If we strip the shared bit when setting fault->addr we have to reconstruct it
when we do the actual shared mapping. There is no way around that. Which helper
does it, isn't important I think. Doing the reconstruction inside
tdp_mmu_for_each_pte() could be neat, except that it doesn't know about the
shared bit position.
The zapping code's use of kvm_gfn_for_root() is different because the gfn comes
without the shared bit. It's not stripped and then added back. Those are
operations that target GFNs really.
I think the real problem is that we are gleaning whether the fault is to private
or shared memory from different things. Sometimes from fault->is_private,
sometimes the presence of the shared bits, and sometimes the role bit. I think
this is confusing, doubly so because we are using some of these things to infer
unrelated things (mirrored vs private).
It's confusing we don't check it in uniform way.

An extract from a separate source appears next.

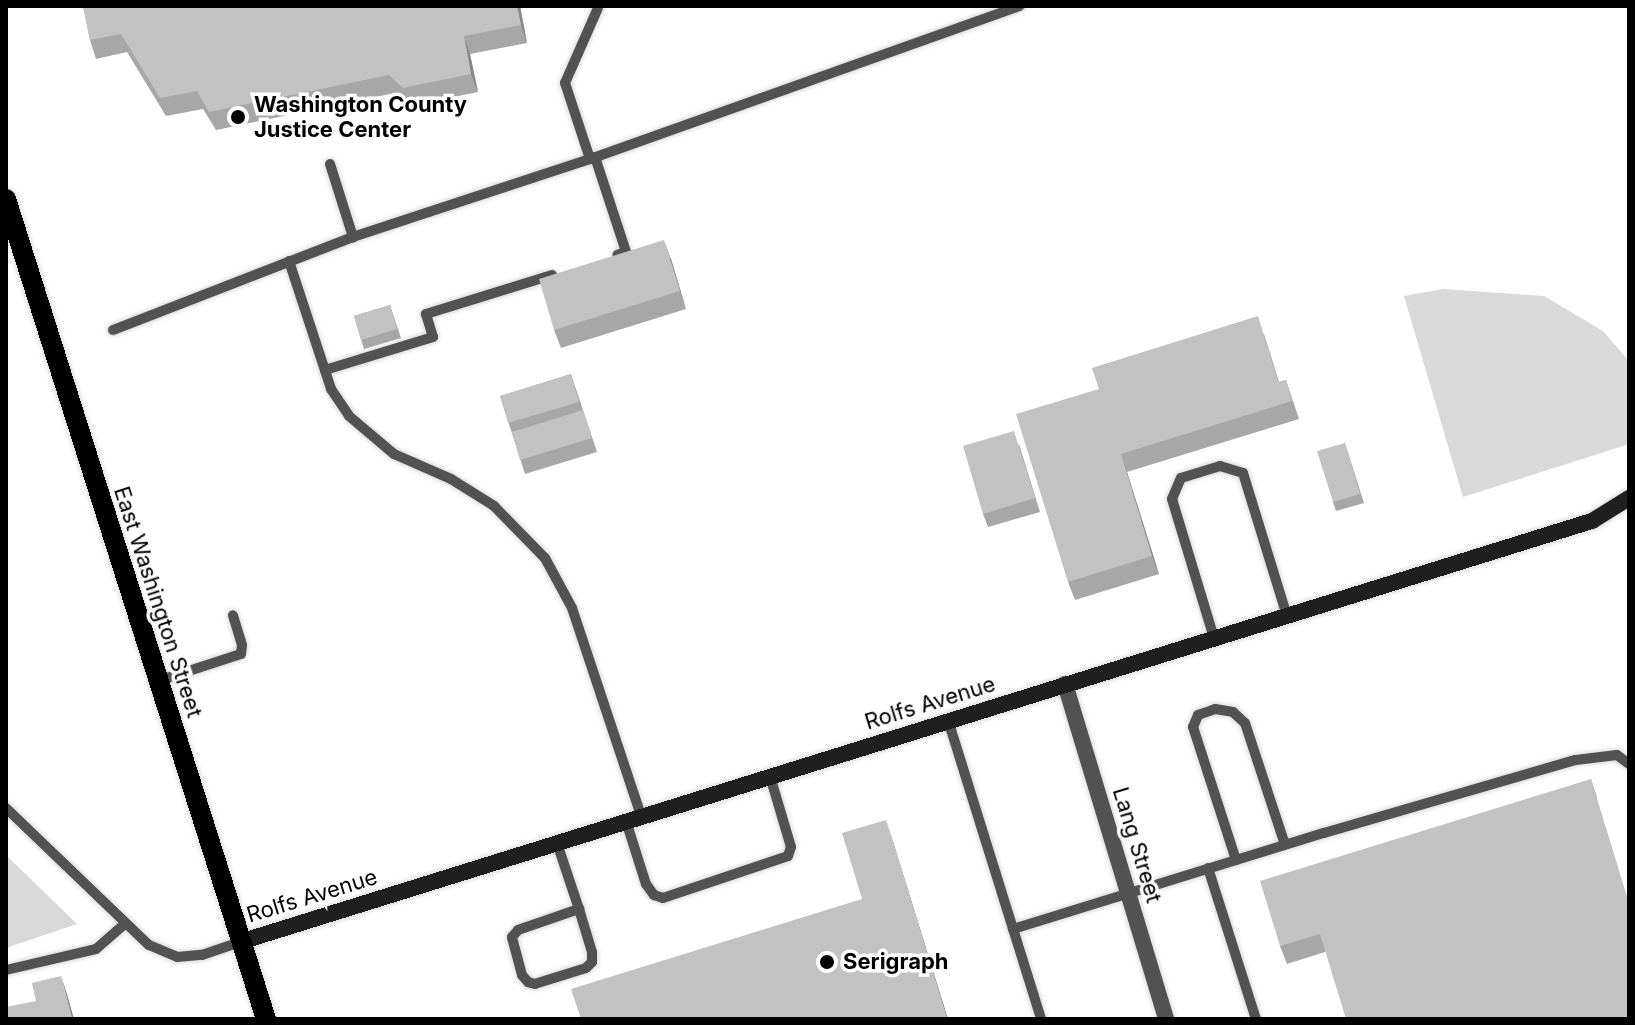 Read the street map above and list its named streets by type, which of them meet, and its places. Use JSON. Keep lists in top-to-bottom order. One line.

My guess is that you have noticed this and somehow zeroed in on the shared_mask.
I think we should straighten out the mirrored/private semantics and see what the
results look like. How does that sound to you?
I had closer look of the related code. I think we can (mostly) uniformly use
gpa/gfn without shared mask. Here is the proposal. We need a real patch to see
how the outcome looks like anyway. I think this is like what Kai is thinking
about.
- rename role.is_private => role.is_mirrored_pt
- sp->gfn: gfn without shared bit.
- fault->address: without gfn_shared_mask
Actually it doesn't matter much. We can use gpa with gfn_shared_mask.
- Update struct tdp_iter
struct tdp_iter
gfn: gfn without shared bit
/* Add new members */
/* Indicates which PT to walk. */
bool mirrored_pt;
// This is used tdp_iter_refresh_sptep()
// shared gfn_mask if mirrored_pt
// 0 if !mirrored_pt
gfn_shared_mask >
- Pass mirrored_pt and gfn_shared_mask to
tdp_iter_start(..., mirrored_pt, gfn_shared_mask)
and update tdp_iter_refresh_sptep()
static void tdp_iter_refresh_sptep(struct tdp_iter *iter)
...
iter->sptep = iter->pt_path[iter->level - 1] +
SPTE_INDEX((iter->gfn << PAGE_SHIFT) | iter->gfn_shared_mask, iter->level);
Change for_each_tdp_mte_min_level() accordingly.
Also the iteretor to call this.
#define for_each_tdp_pte_min_level(kvm, iter, root, min_level, start, end) \
for (tdp_iter_start(&iter, root, min_level, start, \
mirrored_root, mirrored_root ? kvm_gfn_shared_mask(kvm) : 0); \
iter.valid && iter.gfn < kvm_gfn_for_root(kvm, root, end); \
tdp_iter_next(&iter))
- trace point: update to include mirroredd_pt. Or Leave it as is for now.
- pr_err() that log gfn in handle_changed_spte()
Update to include mirrored_pt. Or Leave it as is for now.
- Update spte handler (handle_changed_spte(), handle_removed_pt()...),
use iter->mirror_pt or pass down mirror_pt.